BRIEF: Check each line of the material below for the word "drop". Say how many lines have it, and nothing else.
++++++++++++++++++++
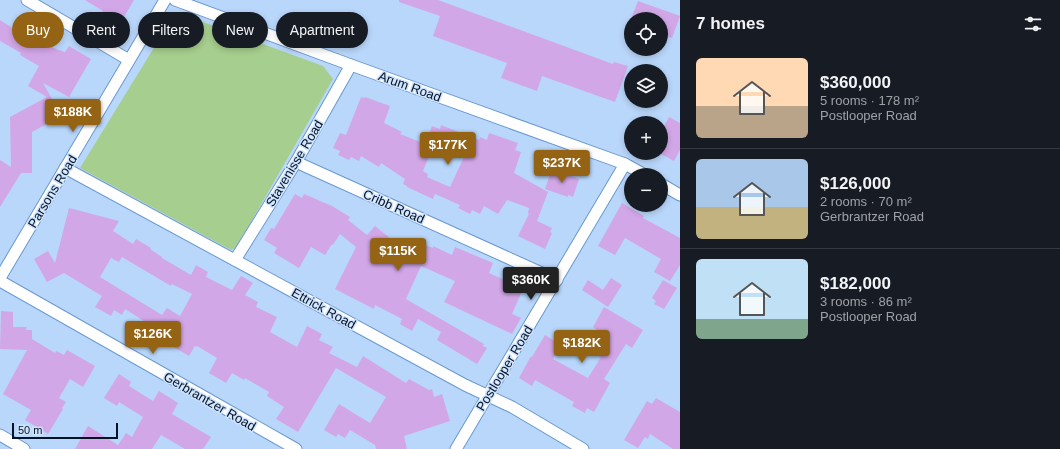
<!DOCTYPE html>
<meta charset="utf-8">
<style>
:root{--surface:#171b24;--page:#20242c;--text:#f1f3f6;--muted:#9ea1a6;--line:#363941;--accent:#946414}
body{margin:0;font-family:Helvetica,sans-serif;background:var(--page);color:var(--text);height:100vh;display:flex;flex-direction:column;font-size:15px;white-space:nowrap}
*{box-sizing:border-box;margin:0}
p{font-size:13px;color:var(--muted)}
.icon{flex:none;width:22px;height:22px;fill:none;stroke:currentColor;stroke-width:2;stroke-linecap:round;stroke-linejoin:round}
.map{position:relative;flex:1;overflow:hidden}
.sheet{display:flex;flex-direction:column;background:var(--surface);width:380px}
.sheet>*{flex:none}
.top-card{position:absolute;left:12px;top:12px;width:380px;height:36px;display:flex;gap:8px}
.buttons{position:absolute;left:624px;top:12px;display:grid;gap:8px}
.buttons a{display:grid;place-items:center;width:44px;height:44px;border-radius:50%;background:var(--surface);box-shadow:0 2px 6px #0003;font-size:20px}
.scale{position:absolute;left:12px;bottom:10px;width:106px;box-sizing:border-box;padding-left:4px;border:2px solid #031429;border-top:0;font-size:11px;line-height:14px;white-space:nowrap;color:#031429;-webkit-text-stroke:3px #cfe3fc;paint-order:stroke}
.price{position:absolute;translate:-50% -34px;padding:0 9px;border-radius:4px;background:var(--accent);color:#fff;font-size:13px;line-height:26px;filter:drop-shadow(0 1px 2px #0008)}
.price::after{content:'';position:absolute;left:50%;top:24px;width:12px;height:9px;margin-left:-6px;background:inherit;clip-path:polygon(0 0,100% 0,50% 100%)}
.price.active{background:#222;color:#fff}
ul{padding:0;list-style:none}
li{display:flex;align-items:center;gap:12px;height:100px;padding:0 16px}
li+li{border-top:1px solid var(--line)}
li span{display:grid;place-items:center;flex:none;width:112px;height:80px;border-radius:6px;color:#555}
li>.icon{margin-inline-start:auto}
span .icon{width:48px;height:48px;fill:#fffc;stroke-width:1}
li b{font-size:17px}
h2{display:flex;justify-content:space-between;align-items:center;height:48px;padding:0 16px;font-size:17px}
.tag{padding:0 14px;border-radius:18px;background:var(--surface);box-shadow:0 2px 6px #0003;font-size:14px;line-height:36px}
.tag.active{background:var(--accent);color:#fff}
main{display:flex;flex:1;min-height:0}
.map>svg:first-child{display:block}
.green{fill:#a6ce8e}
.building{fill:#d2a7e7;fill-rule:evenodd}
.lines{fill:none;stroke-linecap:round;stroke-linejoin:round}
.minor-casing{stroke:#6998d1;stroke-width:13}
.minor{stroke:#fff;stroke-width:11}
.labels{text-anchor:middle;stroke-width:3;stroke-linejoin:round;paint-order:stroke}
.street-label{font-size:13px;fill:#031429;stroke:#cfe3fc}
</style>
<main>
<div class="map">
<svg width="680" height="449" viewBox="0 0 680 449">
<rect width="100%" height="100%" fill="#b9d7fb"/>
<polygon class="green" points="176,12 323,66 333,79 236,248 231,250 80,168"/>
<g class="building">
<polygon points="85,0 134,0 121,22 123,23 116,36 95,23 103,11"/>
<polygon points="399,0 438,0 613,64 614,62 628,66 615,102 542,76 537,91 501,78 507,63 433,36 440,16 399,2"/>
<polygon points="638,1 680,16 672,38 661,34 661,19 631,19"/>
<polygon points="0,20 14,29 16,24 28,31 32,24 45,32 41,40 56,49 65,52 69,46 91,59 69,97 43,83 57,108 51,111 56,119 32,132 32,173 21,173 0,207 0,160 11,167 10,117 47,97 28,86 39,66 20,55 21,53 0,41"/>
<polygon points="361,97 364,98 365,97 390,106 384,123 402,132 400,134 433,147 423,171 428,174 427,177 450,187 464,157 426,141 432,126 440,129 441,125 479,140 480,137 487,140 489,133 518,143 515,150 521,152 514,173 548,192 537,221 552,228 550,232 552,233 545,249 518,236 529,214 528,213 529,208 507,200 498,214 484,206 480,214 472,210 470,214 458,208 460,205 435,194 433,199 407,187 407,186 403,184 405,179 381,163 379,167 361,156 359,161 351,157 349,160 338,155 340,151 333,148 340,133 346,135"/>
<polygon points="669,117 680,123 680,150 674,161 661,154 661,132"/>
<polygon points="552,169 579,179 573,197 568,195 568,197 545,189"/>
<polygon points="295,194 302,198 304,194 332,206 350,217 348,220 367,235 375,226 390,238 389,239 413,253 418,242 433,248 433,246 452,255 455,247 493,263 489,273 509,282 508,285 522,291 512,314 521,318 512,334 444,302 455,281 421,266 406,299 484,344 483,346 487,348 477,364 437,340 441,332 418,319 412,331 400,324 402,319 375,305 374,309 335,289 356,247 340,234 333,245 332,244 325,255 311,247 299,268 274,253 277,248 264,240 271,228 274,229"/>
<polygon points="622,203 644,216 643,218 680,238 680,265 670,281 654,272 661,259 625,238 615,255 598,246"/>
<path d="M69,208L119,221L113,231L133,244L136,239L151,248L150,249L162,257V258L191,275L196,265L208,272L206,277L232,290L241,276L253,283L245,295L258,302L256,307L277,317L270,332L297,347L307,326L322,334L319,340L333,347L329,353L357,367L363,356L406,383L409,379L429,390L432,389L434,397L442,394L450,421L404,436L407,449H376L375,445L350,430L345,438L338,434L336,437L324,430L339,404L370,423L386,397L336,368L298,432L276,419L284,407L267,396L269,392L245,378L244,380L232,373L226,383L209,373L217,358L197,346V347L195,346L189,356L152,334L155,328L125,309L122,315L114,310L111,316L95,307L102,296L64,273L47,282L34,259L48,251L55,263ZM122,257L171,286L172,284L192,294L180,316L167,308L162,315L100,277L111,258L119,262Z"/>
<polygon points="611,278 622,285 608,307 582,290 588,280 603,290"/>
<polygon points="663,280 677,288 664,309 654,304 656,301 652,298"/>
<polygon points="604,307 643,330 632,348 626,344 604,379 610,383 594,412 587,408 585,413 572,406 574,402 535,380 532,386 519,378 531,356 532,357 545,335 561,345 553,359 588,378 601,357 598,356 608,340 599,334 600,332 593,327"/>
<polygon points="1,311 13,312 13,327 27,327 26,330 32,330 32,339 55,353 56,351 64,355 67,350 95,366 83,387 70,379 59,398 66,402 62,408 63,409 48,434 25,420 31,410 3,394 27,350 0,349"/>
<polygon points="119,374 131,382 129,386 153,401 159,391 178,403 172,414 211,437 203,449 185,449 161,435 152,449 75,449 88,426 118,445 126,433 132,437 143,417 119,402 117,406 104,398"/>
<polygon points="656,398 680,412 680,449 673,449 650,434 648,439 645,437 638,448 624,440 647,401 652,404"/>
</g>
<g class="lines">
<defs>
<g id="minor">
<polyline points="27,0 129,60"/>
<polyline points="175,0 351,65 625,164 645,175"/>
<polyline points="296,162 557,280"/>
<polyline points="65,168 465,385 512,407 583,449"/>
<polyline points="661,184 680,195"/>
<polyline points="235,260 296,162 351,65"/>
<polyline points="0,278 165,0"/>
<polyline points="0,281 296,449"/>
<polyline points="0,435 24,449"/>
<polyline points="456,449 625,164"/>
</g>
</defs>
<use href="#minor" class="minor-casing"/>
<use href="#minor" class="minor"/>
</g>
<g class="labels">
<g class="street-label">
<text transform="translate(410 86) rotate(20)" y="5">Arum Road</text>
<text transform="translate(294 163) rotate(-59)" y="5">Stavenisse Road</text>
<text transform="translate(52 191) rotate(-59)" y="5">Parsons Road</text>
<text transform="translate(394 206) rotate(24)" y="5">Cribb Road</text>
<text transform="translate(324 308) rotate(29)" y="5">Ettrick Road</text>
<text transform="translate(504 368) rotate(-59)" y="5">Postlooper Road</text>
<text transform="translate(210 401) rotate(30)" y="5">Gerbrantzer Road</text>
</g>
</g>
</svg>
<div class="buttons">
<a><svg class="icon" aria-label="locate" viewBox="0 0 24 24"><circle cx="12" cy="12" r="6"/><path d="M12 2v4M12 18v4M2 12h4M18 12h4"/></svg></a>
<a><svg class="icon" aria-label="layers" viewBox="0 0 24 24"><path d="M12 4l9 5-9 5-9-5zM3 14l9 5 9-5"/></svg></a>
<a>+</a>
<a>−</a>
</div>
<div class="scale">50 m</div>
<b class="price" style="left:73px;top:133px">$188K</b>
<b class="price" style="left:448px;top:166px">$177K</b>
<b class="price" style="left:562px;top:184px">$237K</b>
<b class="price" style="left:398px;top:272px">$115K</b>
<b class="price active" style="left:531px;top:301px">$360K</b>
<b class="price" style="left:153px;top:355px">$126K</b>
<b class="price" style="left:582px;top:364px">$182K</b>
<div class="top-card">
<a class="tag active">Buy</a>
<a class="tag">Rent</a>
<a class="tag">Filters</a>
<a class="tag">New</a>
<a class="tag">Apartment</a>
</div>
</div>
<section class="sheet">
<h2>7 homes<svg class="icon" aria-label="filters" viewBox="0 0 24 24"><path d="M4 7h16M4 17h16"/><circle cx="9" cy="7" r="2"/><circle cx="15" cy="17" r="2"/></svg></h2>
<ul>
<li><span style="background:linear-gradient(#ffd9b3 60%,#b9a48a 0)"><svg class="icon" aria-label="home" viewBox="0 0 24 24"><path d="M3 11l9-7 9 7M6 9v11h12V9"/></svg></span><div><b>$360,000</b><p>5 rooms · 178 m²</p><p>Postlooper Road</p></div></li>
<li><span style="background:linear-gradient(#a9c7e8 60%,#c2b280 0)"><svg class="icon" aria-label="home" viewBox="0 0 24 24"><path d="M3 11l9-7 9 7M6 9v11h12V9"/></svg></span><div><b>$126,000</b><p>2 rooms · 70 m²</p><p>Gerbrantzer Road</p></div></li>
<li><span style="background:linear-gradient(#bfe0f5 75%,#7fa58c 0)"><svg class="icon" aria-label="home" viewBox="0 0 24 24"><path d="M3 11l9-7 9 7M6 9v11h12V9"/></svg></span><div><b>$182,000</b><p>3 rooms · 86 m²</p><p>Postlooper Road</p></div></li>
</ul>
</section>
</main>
++++++++++++++++++++
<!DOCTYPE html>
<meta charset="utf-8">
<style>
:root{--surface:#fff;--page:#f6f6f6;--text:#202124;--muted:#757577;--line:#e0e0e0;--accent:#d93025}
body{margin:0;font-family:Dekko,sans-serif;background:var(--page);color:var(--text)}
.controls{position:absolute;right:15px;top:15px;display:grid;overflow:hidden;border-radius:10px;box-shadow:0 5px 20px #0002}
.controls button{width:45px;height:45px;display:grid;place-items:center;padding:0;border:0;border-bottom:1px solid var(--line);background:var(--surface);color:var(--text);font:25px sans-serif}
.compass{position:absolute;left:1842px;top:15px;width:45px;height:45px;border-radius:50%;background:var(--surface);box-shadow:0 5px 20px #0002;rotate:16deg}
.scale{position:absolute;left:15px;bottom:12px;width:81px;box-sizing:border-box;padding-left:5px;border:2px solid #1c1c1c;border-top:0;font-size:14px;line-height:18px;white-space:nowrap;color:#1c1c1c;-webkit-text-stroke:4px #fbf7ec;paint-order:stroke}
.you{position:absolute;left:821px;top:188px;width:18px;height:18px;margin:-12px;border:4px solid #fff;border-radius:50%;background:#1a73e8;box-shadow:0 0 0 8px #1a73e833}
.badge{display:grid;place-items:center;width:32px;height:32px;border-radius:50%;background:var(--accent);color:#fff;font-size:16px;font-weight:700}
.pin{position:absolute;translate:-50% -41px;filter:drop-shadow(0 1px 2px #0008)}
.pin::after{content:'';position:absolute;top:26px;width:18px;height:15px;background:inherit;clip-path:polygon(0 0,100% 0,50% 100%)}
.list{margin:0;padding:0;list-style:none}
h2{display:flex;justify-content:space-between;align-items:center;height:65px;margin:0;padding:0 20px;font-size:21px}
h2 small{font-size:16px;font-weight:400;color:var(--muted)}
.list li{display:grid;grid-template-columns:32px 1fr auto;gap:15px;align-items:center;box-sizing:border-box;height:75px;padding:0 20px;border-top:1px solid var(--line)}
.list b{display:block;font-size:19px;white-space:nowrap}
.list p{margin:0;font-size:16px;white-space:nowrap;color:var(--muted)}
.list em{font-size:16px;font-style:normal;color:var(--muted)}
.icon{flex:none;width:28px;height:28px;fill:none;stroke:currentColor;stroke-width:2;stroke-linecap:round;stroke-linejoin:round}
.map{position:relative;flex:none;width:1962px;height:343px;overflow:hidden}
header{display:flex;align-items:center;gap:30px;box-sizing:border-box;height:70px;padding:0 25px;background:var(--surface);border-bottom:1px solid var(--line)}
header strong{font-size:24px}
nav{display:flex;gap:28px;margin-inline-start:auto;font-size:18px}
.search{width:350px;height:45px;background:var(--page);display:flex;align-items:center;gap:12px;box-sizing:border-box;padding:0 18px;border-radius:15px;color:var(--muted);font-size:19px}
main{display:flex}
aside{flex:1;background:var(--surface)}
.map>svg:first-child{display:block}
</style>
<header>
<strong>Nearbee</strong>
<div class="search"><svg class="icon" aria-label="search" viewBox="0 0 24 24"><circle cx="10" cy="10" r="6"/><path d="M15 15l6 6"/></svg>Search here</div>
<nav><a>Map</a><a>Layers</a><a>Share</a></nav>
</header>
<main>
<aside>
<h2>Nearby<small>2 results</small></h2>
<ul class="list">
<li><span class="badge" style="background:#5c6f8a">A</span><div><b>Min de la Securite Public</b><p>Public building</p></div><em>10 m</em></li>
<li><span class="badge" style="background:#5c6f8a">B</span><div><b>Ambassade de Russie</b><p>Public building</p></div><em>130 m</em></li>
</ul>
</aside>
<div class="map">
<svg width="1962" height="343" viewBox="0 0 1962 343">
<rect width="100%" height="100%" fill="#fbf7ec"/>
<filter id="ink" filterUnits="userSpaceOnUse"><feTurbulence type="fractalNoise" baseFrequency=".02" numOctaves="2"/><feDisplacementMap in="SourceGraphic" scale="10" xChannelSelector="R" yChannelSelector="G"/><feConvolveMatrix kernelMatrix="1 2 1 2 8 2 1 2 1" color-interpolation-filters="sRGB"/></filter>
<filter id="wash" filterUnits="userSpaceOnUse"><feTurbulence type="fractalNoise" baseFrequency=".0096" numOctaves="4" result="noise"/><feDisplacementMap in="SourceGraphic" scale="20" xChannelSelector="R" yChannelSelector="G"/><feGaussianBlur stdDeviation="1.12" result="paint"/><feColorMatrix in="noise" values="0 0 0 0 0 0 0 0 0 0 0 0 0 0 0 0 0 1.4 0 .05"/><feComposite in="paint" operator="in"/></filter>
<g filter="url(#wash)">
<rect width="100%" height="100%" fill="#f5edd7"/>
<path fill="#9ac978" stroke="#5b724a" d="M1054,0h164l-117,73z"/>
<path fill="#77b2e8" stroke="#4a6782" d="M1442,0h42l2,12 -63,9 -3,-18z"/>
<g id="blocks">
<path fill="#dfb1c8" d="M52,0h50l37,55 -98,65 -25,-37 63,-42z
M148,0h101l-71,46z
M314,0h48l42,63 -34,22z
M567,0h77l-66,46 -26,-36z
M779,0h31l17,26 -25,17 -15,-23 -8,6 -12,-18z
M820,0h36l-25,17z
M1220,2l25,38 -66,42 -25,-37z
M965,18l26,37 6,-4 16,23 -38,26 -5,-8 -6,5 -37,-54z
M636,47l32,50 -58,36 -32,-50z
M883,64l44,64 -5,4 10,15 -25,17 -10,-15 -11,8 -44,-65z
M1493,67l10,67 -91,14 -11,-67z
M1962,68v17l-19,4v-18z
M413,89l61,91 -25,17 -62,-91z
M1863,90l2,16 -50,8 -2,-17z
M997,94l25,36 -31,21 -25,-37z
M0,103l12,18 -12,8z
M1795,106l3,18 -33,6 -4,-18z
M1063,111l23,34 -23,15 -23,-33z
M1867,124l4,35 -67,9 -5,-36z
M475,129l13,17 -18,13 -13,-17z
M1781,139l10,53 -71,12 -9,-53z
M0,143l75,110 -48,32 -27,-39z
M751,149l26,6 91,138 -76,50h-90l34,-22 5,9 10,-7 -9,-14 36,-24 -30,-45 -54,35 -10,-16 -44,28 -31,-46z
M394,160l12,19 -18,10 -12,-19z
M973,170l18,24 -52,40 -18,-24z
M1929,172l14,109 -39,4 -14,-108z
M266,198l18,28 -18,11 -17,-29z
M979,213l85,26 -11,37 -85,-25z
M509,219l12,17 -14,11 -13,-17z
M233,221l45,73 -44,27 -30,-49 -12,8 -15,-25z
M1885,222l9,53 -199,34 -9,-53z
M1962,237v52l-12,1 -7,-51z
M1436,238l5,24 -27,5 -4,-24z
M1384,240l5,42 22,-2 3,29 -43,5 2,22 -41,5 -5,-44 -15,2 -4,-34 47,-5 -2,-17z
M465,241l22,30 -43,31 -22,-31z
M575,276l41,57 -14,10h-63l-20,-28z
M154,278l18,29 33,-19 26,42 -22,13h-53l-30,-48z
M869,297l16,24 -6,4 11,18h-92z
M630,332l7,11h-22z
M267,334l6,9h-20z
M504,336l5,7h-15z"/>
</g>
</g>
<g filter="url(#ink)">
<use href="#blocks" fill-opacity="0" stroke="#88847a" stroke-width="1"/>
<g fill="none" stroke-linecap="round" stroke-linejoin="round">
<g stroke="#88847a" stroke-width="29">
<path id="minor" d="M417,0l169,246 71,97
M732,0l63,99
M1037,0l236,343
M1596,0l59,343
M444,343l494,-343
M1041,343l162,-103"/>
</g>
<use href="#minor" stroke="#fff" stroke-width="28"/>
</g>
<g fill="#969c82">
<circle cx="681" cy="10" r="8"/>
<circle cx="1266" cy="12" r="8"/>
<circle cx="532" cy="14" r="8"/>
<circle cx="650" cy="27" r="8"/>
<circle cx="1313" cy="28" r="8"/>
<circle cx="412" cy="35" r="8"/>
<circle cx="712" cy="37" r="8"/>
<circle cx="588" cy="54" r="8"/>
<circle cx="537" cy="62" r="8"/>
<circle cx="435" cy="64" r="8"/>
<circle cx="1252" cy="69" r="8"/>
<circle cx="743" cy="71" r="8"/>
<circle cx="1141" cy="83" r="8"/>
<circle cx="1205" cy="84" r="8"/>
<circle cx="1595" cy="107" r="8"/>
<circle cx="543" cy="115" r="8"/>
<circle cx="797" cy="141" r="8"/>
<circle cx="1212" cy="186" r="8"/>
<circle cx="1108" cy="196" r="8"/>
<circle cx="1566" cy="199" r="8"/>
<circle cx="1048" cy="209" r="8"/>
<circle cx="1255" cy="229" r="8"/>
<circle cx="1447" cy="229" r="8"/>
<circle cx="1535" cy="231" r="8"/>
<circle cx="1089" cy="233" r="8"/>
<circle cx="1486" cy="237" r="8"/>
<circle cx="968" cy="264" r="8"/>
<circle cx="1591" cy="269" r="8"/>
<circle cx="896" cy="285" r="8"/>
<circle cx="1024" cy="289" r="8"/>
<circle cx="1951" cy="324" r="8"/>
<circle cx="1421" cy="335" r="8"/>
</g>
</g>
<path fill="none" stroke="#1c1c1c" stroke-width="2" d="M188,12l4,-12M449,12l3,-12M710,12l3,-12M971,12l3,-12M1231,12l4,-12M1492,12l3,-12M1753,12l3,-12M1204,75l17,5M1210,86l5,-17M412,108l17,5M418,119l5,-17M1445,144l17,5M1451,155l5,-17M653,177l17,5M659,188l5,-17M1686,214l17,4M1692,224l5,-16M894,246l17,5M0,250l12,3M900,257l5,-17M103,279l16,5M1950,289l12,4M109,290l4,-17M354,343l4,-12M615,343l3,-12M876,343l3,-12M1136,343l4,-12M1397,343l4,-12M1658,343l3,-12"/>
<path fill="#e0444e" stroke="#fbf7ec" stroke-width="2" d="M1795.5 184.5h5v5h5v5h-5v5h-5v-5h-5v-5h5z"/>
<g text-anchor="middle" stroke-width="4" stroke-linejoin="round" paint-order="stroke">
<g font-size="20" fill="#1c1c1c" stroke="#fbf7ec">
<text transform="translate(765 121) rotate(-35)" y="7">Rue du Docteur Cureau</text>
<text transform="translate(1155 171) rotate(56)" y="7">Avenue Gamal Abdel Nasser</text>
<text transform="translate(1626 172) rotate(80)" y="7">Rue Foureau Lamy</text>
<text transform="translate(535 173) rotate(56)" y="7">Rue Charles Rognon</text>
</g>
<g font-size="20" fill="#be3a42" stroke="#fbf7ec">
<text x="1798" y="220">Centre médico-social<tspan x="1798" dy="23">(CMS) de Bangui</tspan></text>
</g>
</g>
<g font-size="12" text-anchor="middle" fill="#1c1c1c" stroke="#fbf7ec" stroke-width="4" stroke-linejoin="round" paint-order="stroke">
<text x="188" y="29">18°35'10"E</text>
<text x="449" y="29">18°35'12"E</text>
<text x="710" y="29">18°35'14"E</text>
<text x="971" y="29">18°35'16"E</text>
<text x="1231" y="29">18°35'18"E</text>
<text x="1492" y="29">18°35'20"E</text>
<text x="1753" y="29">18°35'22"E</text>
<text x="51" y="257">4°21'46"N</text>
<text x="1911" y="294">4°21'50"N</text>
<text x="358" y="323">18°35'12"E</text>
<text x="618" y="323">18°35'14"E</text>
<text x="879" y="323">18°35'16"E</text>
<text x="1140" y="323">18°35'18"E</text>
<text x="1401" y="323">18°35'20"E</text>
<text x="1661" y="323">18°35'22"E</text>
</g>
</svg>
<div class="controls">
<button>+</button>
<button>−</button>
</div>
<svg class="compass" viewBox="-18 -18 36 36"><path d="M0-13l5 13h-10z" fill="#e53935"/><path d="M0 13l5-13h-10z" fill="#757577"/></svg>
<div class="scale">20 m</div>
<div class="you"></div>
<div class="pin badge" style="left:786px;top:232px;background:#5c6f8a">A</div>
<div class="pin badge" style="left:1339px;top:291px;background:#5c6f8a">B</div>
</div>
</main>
++++++++++++++++++++
EXERCISE ANSWER: 2